Work required
Wherever the word "action" occurs in the listing below, copy that whole line.

Provided entries
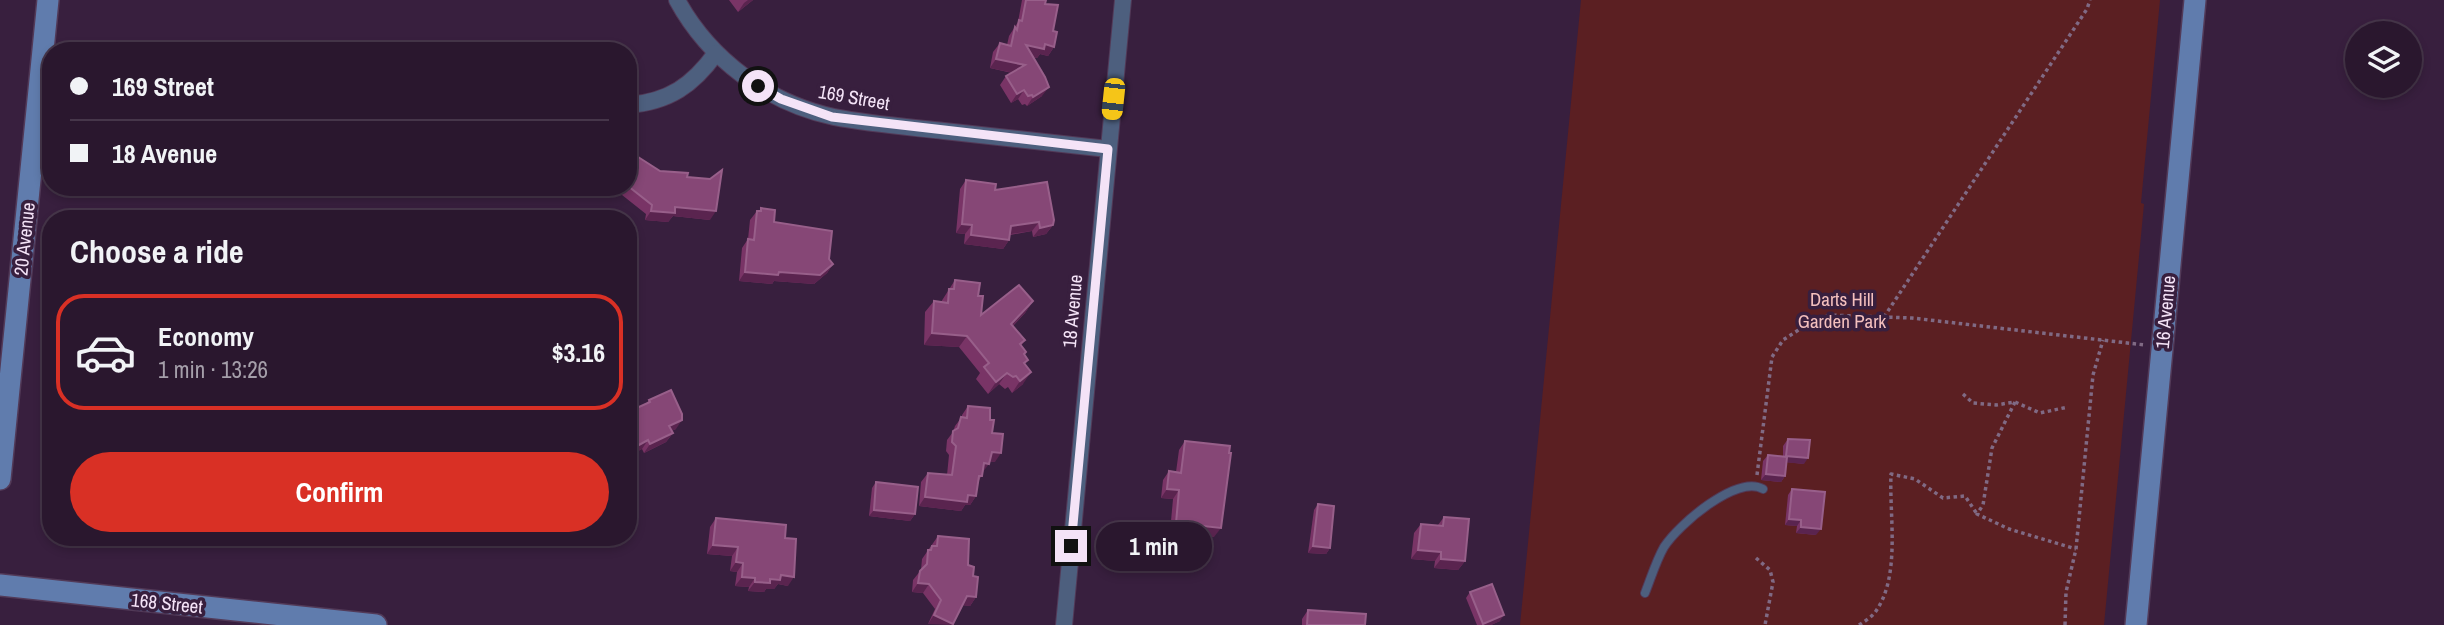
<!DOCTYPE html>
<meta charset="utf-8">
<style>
body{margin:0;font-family:"Archivo Narrow",sans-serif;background:#322036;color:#f1f3f6;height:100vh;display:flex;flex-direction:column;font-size:26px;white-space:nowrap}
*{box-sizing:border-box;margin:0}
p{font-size:23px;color:#a59faa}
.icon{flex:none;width:38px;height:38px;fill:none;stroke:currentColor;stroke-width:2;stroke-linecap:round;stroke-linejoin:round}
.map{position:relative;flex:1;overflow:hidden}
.drawer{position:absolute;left:42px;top:210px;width:595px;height:336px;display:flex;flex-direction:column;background:#2a172e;border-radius:28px;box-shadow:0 4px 10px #0003,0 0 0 2px #46364a}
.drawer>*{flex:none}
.top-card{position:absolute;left:42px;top:42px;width:595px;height:154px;border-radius:28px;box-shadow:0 4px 10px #0003,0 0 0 2px #46364a;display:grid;align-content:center;height:154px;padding:0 28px;background:#2a172e}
.buttons{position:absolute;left:2345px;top:21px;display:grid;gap:14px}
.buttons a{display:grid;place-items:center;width:77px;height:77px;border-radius:50%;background:#2a172e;box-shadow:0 4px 10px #0003,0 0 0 2px #46364a;font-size:35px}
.end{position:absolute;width:32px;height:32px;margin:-16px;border:9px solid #f4e3f7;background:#111;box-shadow:0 0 0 4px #111}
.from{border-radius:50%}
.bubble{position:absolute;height:49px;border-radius:24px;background:#2a172e;box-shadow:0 4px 10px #0003,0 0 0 2px #46364a;font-size:23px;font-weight:700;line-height:49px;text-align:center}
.car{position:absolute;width:21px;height:42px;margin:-21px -10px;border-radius:9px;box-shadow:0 0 5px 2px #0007;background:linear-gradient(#f5c518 24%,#345 0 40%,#f5c518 0 76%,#345 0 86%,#f5c518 0)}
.top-card b{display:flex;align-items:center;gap:24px;height:66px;font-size:26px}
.top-card b+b{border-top:2px solid #46364a}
.top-card i{width:18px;height:18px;background:#f1f3f6}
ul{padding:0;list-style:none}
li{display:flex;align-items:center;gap:21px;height:116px;margin:0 14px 10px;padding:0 14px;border:4px solid transparent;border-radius:28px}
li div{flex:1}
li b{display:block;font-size:26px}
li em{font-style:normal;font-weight:700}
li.on{border-color:#d93025}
li>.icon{width:63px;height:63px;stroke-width:1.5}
h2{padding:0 28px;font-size:32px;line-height:84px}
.action{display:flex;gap:14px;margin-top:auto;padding:14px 28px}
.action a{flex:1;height:80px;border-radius:42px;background:#d93025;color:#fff;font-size:28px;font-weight:700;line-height:80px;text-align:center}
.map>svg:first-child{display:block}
</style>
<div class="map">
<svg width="2444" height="625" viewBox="0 0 2444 625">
<rect width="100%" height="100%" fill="#381f3e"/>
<polygon fill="#5b1f22" points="1581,0 2160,0 2141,203 2144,204 2104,625 1520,625"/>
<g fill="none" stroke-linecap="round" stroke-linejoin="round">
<g stroke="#523a58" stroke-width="10">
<path id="lane" d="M1645,593C1651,578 1656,561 1664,547C1678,525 1737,474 1763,489"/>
</g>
<g stroke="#523a58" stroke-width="18">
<g id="street">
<path d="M677,0C709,59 768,103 834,117C870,124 908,127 944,131C999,137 1054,143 1108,149"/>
<path d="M628,105C669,102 693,85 716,53"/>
<polyline points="1064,625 1123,0"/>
</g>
</g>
<g stroke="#523a58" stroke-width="24">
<g id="secondary">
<polyline points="0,479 48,0"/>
<polyline points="0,585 376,625"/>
<polyline points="2136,625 2195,0"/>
</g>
</g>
<g stroke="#806a84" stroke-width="3.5" stroke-dasharray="3.5 3.5" stroke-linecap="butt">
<polyline points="1884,317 2087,9 2090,0"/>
<polyline points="1963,394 1973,403 1996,405 2015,402 2040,413 2068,407"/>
<polyline points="2015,402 1992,448 1983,505 1977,514 2009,529 2076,549"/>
<polyline points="1757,475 1772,357 1783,340 1814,320 1829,315 1912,318 2145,345"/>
<polyline points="1756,558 1770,570 1773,582 1765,625"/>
<path d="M1859,625C1865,621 1872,617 1876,611C1901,575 1889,515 1891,474L1915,479L1943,498L1965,496L1977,514"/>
<polyline points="2065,625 2066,592 2076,549 2093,375 2103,340"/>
</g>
<use href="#lane" stroke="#4d5f7e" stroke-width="8"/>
<use href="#street" stroke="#4d5f7e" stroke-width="16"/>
<use href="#secondary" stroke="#607cad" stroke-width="21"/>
</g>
<g fill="#793466">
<polygon points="729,0 753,0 738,12"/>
<polygon points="1022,0 1046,0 1045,4 1053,31 1054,47 1048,56 1040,54 1037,58 1032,57 1042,96 1027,106 1025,104 1022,105 1018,99 1011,103 1000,85 1006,76 1012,73 990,68 993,52 1000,43 1007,45 1009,36 1018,22"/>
<polygon points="628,165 687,177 710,220 673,216 668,222 645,220 646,214 617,191 617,187 628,187"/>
<polygon points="966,180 995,190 1053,225 1046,234 1033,237 1032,231 1010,235 1009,240 1003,249 964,244 965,234 956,233 960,189"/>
<polygon points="761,208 774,222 829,259 833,264 827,273 814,284 774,281 772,284 739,281 742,248 748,239 750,220 757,211 760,211"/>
<polygon points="955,280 978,296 981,315 1033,301 1025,313 1013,326 1025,340 1021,346 1024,355 1028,360 1025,364 1023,384 1012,393 1008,387 1005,389 999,384 988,394 976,379 980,373 959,347 924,345 925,312 934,301 941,302"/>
<polygon points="649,400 676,429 671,431 673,433 666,442 644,453 642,449 628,456 628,412 646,404"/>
<polygon points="968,406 992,433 995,462 989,461 983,472 978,483 976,496 970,505 965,505 961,511 919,506 921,482 928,473 947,475 949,455 946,451 947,440 953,432 955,426 962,417 962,415"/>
<polygon points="1788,439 1804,464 1786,462 1785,476 1781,482 1761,480 1763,461 1768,455 1783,457 1783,446"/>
<polygon points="1185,441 1214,537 1170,532 1173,499 1161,498 1163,480 1169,471 1176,472 1179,450"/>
<polygon points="876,482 915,514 910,521 869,516 872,488"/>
<polygon points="1792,489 1816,535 1796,533 1797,526 1785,525 1788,495"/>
<polygon points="1318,504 1330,548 1326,554 1308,553 1314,510"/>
<polygon points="1444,517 1465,561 1458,570 1434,568 1435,561 1411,559 1414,533 1421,524 1438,525"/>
<polygon points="716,518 785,538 788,586 778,584 774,589 766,589 764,592 748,591 749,587 735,586 737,572 730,571 732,556 707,554 710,527"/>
<polygon points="938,536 968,565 973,576 976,597 970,606 962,605 928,624 935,609 923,593 912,592 913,580 921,570 922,559"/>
<polygon points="1470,592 1500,621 1491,625 1477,625 1466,598"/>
<polygon points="1308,610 1365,625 1302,625 1302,619"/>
</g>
<g fill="#5a244f">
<polygon points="748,0 753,0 738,12 744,3"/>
<polygon points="1045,44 1054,47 1048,56 1040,54 1037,58 1019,54 1026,45"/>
<polygon points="996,59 1025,65 1018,74 990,68"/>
<polygon points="1049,87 1042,96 1027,106 1033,97"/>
<polygon points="1024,90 1018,99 1011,103 1017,94"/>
<polygon points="675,207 716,211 710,220 673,216 668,222 645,220 651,211"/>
<polygon points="1039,222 1032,231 1004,235 1011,226"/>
<polygon points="962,224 972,225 965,234 956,233"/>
<polygon points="1053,225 1046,234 1033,237 1040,228"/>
<polygon points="971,235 1009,240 1003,249 964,244"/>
<polygon points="833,264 827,273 814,284 774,281 772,284 739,281 745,272 779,272"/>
<polygon points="1033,301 1025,313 1003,335 1011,324"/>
<polygon points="932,333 967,336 959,347 924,345"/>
<polygon points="1031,372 1023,384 1012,393 1020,381"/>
<polygon points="1007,373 999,384 988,394 996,382"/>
<polygon points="682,420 676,429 663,435 669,426"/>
<polygon points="673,433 666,442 644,453 650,444"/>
<polygon points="648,440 642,449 628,456 629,449"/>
<polygon points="992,452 1001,453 995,462 986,461"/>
<polygon points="1786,456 1808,458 1804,464 1782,462"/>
<polygon points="984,463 989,464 982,473"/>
<polygon points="1766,474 1785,476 1781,482 1761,480"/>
<polygon points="1167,489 1179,490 1173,499 1161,498"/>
<polygon points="968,495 976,496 970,505 965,505 961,511 919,506 925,497"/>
<polygon points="874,510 915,514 910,521 869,516"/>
<polygon points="1789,519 1801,520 1797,526 1785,525"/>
<polygon points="1176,523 1221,528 1214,537 1170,532"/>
<polygon points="1801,527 1821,529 1816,535 1796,533"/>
<polygon points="713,545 738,547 732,556 707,554"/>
<polygon points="1313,546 1330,548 1326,554 1308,553"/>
<polygon points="1418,550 1441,552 1435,561 1411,559"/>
<polygon points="1441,559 1465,561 1458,570 1434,568"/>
<polygon points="736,562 743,563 737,572 730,571"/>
<polygon points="781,575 794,577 788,586 778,584 774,589 766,589 764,592 748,591 755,582"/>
<polygon points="742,577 755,578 749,587 735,586"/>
<polygon points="918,583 929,584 923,593 912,592"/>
<polygon points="967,596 976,597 970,606 960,605"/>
<polygon points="934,615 953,624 952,625 928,624"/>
<polygon points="1504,615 1500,621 1491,625 1482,625"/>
</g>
<g fill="#864776" stroke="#985f8a" stroke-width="2">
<polygon points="1026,0 1046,0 1045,4 1058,5 1053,31 1057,32 1054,47 1045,44 1044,49 1026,45 1045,77 1049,87 1033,97 1032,95 1028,96 1024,90 1017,94 1006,76 1025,65 996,59 1000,43 1011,46 1015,27 1017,30 1019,20 1022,21"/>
<polygon points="635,155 660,171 688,173 687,177 710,179 722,170 716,211 675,207 675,213 651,211 652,205 628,186 628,165"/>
<polygon points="966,180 996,184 995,190 1047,182 1054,220 1053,225 1040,228 1039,222 1011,226 1009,240 971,235 972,225 962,224"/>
<polygon points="761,208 775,210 774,222 832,231 829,259 833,264 820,275 779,272 778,275 745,272 748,239 754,240 757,211 761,211"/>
<polygon points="955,280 980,283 978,296 983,296 981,315 1019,285 1033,301 1011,324 1025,340 1020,344 1026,352 1024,354 1028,360 1024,363 1031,372 1020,381 1016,376 1013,377 1007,373 996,382 984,367 989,363 967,336 932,333 934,301 948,303 949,289 954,289"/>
<polygon points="671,390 682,414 682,420 669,426 673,433 650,444 648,440 628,451 628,412 650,402 649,400"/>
<polygon points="968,406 990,408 990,420 994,420 992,433 1003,434 1001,453 992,452 989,464 984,463 982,476 979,476 976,496 968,495 967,502 925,497 928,473 952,475 956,446 952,442 953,431 958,428 961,417 967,418"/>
<polygon points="1788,439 1810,440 1808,458 1786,456"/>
<polygon points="1185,441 1230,446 1229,453 1231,453 1221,528 1176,523 1179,490 1167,489 1169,471 1181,473"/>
<polygon points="1768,455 1787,457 1785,476 1766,474"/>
<polygon points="876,482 918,487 915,514 874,510"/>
<polygon points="1792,489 1825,492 1821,529 1801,527 1801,520 1789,519"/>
<polygon points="1318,504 1334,506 1330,548 1313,546"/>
<polygon points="1444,517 1469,519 1465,561 1441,559 1441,552 1418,550 1421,524 1443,526"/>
<polygon points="716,518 786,525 785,538 796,539 794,577 781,575 780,580 770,579 770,583 755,582 755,578 742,577 743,563 736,562 738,547 713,545"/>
<polygon points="938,536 969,539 968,565 974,567 973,576 978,577 976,597 967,596 953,624 934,615 941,600 929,584 918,583 920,571 927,564 928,550 931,550 932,546 937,546"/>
<polygon points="1492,584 1504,615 1483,624 1470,592"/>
<polygon points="1308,610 1366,614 1365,625 1307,625"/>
</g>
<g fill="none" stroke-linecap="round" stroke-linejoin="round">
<polyline stroke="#f4e3f7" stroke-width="9" points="758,86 781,99 832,117 1108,149 1071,546"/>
</g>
<g text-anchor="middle" stroke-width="7" stroke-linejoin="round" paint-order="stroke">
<g font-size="19" fill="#f4e3f7" stroke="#381f3e">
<text transform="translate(854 97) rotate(10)" y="7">169 Street</text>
<text transform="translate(24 239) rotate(-84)" y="7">20 Avenue</text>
<text transform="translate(1072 311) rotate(-85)" y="7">18 Avenue</text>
<text transform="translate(2165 312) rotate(-85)" y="7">16 Avenue</text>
<text transform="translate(167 603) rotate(6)" y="7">168 Street</text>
</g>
<g font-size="19" fill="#f4c0be" stroke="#381f3e">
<text x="1842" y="306">Darts Hill<tspan x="1842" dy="22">Garden Park</tspan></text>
</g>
</g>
</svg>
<div class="buttons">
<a><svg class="icon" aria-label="layers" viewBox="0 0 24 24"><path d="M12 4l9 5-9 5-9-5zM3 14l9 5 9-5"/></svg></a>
</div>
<i class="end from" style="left:758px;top:86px"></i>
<i class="end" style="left:1071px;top:546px"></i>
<div class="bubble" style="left:1096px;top:522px;width:116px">1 min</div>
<i class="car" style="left:1113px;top:99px;rotate:186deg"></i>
<div class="top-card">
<b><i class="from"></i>169 Street</b>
<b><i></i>18 Avenue</b>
</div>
<section class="drawer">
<h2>Choose a ride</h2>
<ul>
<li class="on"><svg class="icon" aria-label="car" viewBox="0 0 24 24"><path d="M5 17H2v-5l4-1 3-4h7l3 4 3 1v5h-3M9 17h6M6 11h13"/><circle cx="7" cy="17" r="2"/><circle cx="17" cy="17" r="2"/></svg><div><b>Economy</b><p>1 min · 13:26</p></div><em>$3.16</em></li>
</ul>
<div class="action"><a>Confirm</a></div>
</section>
</div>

Expected answer
.action{display:flex;gap:14px;margin-top:auto;padding:14px 28px}
.action a{flex:1;height:80px;border-radius:42px;background:#d93025;color:#fff;font-size:28px;font-weight:700;line-height:80px;text-align:center}
<div class="action"><a>Confirm</a></div>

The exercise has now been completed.